Bucked the pins outta her hair they say, but she didn’t lose her seat! No sir.
She was tall and straight, like a young pine. Her smile like later winter sun.
Jumped fences on that mule! Drove a painted team. Drove field draft too.
Our People kept her ways clear. The Kainai thought us unwise, cowardly.
No drover could meet her courage hauling her wagon loads home.
The Kainai stopped her one day, wanted to take her food. Her horses.
Where’s Nell? Gone to town. Alone? Nah she has the horses with her.
They tell of her grey eyes, like first frost of fall, and then the fire spoke.
It was a befuddlement to them all why she never had no trouble. Ha!
Her skirts they thought hid treasure to take. A woman weak. No warrior.
Like Annie Oakely! Calamity Jane! True grit she showed them injuns.
She did not stop or slow her wagon. Her horses walked like the great ice.
Where she got that gun, Albert he never said to me. He just smiled so sly.

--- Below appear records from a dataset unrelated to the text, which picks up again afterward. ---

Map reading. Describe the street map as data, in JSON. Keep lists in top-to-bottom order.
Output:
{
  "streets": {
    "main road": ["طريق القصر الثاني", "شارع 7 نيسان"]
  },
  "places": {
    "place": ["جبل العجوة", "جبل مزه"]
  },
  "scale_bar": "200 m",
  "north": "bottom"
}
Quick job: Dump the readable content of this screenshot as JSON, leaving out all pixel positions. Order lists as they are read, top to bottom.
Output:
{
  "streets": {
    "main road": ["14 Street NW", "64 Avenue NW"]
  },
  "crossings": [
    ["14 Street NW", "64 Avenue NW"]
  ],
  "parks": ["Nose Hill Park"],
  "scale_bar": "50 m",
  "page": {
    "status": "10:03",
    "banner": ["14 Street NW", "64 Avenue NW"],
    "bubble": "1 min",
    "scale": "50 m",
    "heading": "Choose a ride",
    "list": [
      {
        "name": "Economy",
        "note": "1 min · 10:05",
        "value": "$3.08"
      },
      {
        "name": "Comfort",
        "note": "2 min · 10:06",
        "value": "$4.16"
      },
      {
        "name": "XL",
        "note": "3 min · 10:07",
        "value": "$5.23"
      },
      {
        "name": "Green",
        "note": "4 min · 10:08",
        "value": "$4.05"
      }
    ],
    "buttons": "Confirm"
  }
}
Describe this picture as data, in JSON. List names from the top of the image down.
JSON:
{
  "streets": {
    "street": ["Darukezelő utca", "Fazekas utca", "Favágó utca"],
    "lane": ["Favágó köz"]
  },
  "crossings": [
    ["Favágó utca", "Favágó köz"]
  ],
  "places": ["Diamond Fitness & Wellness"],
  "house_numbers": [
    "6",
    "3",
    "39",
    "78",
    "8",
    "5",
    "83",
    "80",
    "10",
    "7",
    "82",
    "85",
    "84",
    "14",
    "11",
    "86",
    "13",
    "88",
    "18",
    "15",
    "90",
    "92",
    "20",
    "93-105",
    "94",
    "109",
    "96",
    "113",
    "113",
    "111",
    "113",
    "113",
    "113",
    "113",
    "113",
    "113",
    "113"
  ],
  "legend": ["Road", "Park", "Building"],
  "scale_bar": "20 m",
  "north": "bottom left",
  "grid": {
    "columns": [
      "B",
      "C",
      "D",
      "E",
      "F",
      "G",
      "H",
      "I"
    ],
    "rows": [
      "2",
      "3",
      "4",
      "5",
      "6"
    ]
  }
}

Her voice was soft but strong. A wide willow branch. One word. NO.
They tell it, them who heard it later, that she kept on driving through ’em.
And in her hand the fire spoke, the men’s gun alive in a woman’s hand.
They never seen something like that. That gal Nell held her own for sure.
One shot. One word. She went on. No man fell. No horse fell. Their spirits fell.
We heard the shot, who didn’t? By the time we came a running it was long done.
Their insides became weak like tea water. They never came back here again.
She didn’t say much. Just that she runned ’em off with Jesus and Samuel Colt.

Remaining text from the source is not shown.